Video by Erasure
- Released: 31 October 2005
- Recorded: 28 March 2005
- Venue: E-Werk (Cologne, Germany)
- Genre: Synth-pop
- Label: Mute

Erasure chronology
| The Tank, the Swan & the Balloon (2004) | The Erasure Show – Live in Cologne (2005) | On the Road to Nashville (2007) |

= The Erasure Show – Live in Cologne =

The Erasure Show – Live in Cologne is a DVD released by English synth-pop duo Erasure recorded during their sellout 2005 world tour, the Erasure Show.
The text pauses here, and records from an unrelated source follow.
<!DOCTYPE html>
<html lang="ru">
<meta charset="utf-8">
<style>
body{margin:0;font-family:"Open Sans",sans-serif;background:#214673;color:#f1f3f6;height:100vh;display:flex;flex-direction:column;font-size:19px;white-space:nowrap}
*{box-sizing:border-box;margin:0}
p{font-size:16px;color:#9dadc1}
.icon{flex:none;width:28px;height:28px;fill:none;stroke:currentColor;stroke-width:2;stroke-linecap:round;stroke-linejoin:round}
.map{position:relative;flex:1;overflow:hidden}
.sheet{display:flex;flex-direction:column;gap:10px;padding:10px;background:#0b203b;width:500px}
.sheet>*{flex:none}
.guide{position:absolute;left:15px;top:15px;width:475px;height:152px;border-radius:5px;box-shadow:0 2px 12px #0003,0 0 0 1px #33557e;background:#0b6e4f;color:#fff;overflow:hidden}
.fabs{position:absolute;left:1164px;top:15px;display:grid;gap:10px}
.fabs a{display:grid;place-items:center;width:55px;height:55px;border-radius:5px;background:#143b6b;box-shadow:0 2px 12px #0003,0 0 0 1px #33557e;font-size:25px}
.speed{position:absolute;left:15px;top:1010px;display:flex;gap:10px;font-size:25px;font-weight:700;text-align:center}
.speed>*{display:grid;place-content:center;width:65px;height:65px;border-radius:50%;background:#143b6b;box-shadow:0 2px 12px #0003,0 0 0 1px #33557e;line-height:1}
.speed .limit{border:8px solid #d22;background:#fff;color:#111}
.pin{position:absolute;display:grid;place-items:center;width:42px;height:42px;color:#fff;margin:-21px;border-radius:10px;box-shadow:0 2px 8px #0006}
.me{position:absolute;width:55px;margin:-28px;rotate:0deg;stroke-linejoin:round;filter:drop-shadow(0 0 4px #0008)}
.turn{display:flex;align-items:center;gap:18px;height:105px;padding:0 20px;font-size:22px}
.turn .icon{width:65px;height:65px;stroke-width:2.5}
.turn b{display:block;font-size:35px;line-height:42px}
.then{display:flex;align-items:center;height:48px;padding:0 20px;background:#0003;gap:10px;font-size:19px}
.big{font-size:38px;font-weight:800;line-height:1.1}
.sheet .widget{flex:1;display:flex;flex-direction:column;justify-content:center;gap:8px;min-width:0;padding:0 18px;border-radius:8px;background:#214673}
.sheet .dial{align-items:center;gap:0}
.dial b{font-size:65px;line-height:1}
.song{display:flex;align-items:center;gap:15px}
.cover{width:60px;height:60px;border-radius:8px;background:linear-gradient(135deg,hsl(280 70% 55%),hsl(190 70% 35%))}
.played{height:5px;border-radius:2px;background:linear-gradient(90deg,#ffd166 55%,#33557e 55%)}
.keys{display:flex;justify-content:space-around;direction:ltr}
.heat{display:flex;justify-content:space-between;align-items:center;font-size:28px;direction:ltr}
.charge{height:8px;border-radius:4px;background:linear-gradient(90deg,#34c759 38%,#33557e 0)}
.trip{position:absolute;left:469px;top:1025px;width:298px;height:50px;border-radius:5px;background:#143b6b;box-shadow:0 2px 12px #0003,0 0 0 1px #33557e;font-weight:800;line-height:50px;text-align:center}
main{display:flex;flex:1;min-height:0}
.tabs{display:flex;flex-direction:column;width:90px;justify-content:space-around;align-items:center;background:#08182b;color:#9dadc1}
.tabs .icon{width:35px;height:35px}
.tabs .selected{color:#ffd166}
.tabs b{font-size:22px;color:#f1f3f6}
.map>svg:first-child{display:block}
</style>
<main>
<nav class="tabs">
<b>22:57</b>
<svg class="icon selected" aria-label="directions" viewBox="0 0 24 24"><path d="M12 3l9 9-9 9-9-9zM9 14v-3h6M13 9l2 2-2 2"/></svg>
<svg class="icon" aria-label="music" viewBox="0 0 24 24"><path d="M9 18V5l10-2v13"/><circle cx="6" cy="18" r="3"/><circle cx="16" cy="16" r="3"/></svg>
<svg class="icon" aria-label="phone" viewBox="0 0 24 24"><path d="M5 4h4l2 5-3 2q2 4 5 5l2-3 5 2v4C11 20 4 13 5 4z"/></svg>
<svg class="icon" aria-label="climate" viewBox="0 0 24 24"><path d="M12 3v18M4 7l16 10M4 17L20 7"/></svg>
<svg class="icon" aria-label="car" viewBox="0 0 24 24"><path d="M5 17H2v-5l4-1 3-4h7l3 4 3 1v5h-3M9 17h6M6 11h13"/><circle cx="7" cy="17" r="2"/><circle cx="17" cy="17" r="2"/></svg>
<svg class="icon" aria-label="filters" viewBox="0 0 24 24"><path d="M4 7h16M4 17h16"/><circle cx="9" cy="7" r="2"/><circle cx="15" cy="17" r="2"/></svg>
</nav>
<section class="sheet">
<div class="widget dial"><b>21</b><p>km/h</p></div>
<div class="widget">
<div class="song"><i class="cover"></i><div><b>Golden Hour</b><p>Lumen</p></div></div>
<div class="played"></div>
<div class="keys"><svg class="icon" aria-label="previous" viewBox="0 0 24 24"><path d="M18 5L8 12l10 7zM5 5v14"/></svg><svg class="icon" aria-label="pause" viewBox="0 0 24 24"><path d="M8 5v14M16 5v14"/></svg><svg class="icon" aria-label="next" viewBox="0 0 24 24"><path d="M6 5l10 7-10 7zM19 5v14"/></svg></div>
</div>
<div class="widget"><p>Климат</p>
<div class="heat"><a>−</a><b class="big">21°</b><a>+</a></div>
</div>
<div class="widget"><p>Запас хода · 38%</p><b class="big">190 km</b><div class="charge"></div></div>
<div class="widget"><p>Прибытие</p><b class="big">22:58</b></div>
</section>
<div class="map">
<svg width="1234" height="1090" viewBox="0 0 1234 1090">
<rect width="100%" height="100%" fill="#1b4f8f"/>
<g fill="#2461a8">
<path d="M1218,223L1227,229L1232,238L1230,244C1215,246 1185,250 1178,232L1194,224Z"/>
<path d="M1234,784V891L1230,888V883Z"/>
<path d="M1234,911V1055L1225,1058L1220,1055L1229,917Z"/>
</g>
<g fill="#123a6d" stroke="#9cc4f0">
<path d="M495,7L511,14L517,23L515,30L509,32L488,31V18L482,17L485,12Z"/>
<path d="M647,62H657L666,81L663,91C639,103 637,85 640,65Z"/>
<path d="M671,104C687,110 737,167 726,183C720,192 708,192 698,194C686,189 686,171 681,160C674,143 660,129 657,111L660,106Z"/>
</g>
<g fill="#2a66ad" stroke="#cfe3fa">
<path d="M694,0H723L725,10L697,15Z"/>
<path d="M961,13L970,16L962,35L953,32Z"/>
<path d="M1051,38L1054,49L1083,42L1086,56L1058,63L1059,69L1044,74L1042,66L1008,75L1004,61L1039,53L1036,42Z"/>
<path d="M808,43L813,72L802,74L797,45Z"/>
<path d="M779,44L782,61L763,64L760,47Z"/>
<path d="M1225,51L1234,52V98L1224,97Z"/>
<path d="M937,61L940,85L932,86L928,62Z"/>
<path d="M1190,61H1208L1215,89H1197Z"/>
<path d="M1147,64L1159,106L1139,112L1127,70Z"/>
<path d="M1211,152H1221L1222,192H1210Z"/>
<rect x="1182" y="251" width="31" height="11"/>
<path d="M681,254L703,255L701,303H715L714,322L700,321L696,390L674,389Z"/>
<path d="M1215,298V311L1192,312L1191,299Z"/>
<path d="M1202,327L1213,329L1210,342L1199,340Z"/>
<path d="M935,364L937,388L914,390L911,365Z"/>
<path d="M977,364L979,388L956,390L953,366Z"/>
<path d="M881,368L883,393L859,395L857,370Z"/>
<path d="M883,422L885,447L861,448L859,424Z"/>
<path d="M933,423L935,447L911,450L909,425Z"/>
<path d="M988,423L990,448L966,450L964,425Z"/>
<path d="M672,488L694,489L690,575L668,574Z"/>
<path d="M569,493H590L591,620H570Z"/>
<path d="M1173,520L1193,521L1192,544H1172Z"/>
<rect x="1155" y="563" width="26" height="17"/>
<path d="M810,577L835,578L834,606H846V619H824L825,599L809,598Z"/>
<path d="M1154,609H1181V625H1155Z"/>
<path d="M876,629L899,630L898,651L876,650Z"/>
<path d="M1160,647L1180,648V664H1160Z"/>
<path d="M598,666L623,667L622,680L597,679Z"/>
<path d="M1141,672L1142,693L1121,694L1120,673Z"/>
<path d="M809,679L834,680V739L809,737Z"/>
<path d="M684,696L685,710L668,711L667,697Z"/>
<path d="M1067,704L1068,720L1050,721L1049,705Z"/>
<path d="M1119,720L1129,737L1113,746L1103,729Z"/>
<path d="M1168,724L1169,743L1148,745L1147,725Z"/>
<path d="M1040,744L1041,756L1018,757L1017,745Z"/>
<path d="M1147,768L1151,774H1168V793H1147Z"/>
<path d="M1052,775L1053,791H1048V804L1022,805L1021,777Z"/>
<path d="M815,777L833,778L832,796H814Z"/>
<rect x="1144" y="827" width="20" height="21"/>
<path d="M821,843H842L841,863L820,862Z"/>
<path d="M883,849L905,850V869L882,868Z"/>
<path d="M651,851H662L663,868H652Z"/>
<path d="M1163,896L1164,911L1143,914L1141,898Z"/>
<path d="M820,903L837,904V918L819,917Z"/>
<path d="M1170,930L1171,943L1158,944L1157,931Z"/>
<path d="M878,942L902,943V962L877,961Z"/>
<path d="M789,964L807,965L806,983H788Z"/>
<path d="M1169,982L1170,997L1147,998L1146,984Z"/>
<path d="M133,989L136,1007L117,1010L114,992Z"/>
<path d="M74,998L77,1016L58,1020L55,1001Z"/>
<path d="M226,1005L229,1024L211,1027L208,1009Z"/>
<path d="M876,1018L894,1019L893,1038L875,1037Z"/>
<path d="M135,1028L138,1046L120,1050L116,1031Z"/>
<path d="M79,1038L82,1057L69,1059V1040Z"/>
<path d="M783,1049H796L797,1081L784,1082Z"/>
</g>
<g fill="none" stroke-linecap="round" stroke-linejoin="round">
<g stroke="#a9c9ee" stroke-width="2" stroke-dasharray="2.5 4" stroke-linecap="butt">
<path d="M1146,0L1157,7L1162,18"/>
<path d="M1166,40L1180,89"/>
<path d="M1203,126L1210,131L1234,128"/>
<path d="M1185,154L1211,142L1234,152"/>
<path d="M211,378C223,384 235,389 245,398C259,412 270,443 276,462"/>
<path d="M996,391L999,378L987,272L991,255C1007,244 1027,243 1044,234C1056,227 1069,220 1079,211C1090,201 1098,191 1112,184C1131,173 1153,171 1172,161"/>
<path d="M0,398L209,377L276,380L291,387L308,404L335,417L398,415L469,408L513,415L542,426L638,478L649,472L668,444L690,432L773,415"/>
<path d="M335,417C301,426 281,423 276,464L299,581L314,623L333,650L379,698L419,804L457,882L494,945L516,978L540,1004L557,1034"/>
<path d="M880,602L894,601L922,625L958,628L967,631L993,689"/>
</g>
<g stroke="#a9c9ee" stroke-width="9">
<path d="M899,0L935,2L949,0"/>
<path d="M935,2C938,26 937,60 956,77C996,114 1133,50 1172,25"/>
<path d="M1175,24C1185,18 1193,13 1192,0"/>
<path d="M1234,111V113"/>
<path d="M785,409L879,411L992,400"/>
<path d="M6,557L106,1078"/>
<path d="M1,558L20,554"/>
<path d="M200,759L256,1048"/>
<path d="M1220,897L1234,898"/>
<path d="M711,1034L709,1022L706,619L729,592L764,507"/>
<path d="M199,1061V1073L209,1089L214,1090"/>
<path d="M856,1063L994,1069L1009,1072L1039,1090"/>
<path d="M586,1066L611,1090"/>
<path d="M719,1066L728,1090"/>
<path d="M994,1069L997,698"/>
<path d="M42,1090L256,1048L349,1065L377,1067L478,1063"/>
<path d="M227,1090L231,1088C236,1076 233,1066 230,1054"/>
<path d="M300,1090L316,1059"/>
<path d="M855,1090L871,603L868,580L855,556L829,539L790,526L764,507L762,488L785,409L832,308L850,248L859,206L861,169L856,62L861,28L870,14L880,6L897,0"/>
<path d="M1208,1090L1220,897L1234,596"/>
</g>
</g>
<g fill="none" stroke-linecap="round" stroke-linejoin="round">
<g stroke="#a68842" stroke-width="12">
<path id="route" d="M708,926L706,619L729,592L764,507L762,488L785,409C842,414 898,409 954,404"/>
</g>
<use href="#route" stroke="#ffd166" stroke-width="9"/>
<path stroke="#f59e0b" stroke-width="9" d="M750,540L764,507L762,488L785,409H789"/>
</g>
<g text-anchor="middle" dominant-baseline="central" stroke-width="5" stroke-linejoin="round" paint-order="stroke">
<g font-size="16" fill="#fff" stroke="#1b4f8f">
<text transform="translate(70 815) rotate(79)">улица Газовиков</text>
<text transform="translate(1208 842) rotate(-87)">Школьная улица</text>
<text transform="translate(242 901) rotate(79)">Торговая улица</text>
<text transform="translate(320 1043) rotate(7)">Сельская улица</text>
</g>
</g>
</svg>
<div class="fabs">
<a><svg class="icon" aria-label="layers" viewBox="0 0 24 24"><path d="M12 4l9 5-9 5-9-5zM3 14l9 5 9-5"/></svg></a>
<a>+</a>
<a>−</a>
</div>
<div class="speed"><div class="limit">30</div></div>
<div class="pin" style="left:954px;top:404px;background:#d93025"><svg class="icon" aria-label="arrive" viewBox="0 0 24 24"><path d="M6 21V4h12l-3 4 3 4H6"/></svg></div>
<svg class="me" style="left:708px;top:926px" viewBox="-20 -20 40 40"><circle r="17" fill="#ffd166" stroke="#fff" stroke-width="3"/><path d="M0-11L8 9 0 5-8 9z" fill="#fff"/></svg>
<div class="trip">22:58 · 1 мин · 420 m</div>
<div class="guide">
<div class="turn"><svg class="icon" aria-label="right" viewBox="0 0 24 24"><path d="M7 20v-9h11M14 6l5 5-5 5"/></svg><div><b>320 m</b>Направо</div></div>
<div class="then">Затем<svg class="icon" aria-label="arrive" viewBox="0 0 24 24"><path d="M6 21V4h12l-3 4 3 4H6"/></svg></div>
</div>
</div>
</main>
The DVD was released by Mute Records in 2005 and contained not only the Cologne performance but also several live performances from the 2003 Other tour, music videos from Nightbird, a behind-the-scenes featurette and interviews with band members Vince Clarke and Andy Bell.

==Track listing==

===Main show===
1. "Intro (Rock-a-bye Baby)"
2. "No Doubt"
3. "Hideaway"
4. "Victim of Love"
5. "Knocking on Your Door"
6. "The Circus"
7. "Breathe"
8. "Ship of Fools"
9. "Drama!"
10. "All This Time Still Falling Out of Love"
11. "Stop!"
12. "Rapture"
13. "Ave Maria"
14. "Breath of Live"
15. "A Little Respect"
16. "I Broke It All in Two"
17. "Chains of Love"
18. "Chorus"
19. "Love to Hate You"
20. "Blue Savannah"
21. "Always"
22. "Who Needs Love (Like That)"
23. "Oh L'amour"
24. "I Bet You're Mad at Me"
25. "Sometimes"

===Extra features===
1. "In My Arms" (live in Copenhagen)
2. "Make Me Smile (Come Up and See Me)" (live in Copenhagen)
3. "Piano Song" (live in Copenhagen)
4. "Making of" featurette
5. Interview with Andy and Vince
6. Time Lapse
7. "Breathe" (video)
8. "Don't Say You Love Me" (video)
9. "All This Time Still Falling Out of Love" (video)

==Notes==
- UK Release Date: October 31, 2005
- Front cover photography: Joel Huxtable
- Design: Robert Ryan / This is Real Art
- Recorded live: E Werk Stadium, Cologne on 28 March 2005.
- Audio recorded by: Will Shapland for Will Shapland Mobiles and Live Here Now
- Assisted by: Dave Loudoun and Chris Goddard
- Mixed by: Will Shapland at The Instrument
- Assisted by: David Dettori Williams & Dave Loudoun
- Vocals by: Andy Bell
- Programming, keyboards and acoustic guitar: Vince Clarke
- Backing Vocals: Valerie Chalmers and Ann-Marie Gilkes
- Costume Design: Dean Bright
- Choreography: Les Child
- Tour Manager: Andy Whittle
- Set Technician: Nik Kennedy
- Aspect Ratio: 16:9 Widescreen
- Audio: Dolby Digital 5.1 Surround & PCM Stereo

==Songwriting credits==
- Written by: Erasure
- Published by: Musical Moments (Europe) Ltd./Minotaur Music Ltd./Sony Music Publishing (UK) Ltd.

===Except===
- "Make Me Smile (Come Up and See Me)"
Written by: Steve Harley
Published by: Rak Publishing Ltd.
- "Ave Maria"
Written by: Bach/Gounod
Arranged by: Erasure
Published by: Musical Moments (Europe) Ltd./Minotaur Music Ltd./Sony Music Publishing (UK) Ltd.
- "Rapture"
Written by: Chris Stein / Deborah Harry
Published by: Rare Blue Music Inc /Monster Island Music Publishing
- "Who Needs Love Like That"
Written by: Clarke
Published by: Musical Moments (Europe) Ltd./Sony Music Publishing (UK) Ltd.